At Apteo, we spent a lot of time on our Phase 1 R&D. It was heavily geared towards utilizing the best ML methods available to us while finding and integrating new data sources that we found to be useful for our purposes. We came out of this effort with what we branded as our “V1” platform — a set of deep networks, analytical techniques, datasets, and a strategy for putting them all together into a smart index investment product.
V1 was a lot of fun. Not only did we learn a lot, but we also worked on some really fascinating data science problems, all while coming together as a small but productive team.
We’re now getting close to what we’re calling our “V2” platform. In contrast to what we did in V1, this version has been all about infrastructure. We’ve spent the past couple of months working on solidifying our prediction mechanisms, creating more robust tools for generating our ML models robustly and repeatably, implementing best practices when it comes to both technology and data science, squashing bugs, paying off tech debt, and when we had a chance, we built out a user-facing dashboard.
Now why would we actually spend all this time on backend engineering tasks when we have an entire world of data science and user-facing product to build?
Because without it, we would be far too unproductive and slow in the future.
The fact that we had to face is that data infrastructure enables everything else in our world, and my guess is, in the world of nearly every machine learning company out there.
Before we solidified our infrastructure, our jobs would error out every so often, we wouldn’t reliably get the predictions we needed to move our investment strategy forward, we had very little insight into the status of our scheduled apps, and we would spend far too much time in devops mode.
All of this took time away from what we really should be spending our time on, which is research, development, and analysis of better investment models.
We’re small, but this issue impacts everyone. Google and Uber have both produced posts on the massive infrastructure they built so that their ML engineers and data scientists could easily create and deploy models.
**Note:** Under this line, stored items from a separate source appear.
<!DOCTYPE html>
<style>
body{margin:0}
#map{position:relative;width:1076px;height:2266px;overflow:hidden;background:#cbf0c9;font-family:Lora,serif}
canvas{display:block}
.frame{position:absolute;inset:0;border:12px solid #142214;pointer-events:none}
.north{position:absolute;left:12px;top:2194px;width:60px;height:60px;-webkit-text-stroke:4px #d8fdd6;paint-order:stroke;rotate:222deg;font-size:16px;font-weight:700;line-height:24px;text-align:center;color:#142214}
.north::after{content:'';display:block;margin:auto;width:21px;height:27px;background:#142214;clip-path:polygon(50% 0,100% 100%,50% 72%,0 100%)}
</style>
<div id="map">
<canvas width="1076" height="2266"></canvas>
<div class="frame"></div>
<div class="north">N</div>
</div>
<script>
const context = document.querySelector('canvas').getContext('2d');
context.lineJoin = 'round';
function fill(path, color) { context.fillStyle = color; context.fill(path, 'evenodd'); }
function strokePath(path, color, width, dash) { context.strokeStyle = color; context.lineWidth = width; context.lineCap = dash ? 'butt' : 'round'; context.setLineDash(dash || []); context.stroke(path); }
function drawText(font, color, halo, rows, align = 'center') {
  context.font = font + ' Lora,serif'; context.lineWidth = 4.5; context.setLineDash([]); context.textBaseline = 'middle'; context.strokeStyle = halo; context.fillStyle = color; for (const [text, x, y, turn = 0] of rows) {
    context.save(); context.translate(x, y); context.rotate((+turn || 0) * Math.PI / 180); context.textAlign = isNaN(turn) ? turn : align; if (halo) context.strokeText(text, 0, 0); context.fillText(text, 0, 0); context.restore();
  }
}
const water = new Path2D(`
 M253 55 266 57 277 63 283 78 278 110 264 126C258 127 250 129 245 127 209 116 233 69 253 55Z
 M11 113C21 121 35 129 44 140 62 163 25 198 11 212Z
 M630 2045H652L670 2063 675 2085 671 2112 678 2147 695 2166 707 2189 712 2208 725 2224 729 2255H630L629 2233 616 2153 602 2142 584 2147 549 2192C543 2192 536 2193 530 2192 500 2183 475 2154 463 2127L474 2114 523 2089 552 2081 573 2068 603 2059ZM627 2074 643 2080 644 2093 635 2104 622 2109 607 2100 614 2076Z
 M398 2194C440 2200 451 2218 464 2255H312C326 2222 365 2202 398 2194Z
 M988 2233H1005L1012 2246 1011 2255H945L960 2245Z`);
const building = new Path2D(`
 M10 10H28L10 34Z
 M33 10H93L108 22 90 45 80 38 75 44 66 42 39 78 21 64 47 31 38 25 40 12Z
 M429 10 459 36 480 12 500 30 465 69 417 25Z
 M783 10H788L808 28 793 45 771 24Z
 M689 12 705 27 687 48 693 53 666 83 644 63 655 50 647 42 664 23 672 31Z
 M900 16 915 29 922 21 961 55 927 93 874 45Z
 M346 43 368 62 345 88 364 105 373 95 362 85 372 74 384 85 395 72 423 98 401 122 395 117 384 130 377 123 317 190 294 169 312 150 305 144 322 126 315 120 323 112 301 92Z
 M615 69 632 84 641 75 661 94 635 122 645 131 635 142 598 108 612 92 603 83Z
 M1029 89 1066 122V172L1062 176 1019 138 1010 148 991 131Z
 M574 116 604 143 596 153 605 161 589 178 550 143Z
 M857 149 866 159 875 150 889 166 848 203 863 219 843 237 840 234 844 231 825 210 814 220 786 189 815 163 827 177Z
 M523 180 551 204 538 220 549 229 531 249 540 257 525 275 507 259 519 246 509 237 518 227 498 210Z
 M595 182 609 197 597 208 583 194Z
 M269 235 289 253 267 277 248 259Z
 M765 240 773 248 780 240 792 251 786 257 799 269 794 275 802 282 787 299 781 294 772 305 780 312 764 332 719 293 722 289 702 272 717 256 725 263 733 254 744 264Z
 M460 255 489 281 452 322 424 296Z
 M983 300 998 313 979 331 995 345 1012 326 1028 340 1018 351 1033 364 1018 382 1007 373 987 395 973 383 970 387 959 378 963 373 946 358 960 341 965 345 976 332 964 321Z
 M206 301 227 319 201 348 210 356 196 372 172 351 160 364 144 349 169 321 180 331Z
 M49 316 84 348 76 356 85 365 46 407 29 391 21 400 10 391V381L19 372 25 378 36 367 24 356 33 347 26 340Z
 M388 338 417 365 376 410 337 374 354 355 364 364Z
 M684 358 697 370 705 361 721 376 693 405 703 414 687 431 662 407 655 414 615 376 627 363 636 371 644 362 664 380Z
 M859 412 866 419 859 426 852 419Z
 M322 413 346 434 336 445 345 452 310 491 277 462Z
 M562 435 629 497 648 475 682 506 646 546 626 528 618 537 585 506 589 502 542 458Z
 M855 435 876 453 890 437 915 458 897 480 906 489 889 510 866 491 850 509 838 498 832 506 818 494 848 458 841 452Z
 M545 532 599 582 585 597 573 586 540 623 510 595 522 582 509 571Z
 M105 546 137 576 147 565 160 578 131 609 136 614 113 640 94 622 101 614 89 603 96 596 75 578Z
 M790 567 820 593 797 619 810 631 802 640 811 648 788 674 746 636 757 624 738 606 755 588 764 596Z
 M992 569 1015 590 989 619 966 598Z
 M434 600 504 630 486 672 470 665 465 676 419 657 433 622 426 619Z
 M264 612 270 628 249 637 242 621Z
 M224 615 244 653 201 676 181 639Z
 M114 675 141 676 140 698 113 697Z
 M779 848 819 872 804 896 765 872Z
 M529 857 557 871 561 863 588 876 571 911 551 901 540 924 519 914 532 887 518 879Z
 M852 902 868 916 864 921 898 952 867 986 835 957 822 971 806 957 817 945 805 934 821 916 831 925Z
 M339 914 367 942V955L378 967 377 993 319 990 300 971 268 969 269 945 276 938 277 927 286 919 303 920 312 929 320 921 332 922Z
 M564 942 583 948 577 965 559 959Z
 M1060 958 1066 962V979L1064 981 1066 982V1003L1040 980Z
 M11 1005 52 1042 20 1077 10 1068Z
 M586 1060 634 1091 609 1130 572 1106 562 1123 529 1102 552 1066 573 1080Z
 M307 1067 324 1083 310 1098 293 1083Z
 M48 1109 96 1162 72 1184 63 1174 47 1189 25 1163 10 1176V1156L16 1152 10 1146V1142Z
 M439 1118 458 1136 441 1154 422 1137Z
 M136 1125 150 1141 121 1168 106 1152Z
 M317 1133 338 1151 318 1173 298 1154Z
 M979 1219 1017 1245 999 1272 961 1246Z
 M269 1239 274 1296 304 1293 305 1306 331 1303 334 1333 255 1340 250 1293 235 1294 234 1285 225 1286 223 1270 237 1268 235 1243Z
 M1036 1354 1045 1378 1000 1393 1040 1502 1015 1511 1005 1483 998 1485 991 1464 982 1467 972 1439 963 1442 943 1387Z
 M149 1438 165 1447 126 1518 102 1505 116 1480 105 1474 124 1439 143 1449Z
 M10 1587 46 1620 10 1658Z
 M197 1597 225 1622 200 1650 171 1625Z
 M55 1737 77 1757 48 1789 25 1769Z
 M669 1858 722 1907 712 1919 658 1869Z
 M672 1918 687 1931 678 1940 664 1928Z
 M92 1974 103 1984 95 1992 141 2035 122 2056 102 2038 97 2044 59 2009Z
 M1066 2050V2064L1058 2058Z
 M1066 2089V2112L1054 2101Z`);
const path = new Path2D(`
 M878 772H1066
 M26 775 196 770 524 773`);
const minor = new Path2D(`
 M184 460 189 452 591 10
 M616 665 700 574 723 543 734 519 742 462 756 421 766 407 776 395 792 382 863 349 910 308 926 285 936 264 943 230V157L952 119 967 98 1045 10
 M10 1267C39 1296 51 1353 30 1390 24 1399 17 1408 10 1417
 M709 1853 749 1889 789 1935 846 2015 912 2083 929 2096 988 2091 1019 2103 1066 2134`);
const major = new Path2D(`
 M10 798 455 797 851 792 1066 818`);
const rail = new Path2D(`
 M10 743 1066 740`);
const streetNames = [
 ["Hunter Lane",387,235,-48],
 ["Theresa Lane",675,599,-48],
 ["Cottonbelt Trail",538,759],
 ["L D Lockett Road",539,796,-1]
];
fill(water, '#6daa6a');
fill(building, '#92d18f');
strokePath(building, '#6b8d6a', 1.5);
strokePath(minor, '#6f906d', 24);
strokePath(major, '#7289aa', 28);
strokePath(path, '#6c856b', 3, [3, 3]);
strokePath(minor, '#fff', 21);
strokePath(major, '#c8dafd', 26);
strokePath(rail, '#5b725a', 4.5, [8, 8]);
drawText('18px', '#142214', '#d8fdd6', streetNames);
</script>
The same thing happened at my former company.
Allowing data scientists quick and efficient access to their data is a luxury that many data scientists don’t get in their jobs. As we grow, we’ll undoubtedly have to recreate our platform from scratch at least once, if not more often, to accommodate our needs. For now, I’m happy to be nearing the end of a rather long engineering effort that will hopefully pay dividends for the foreseeable future.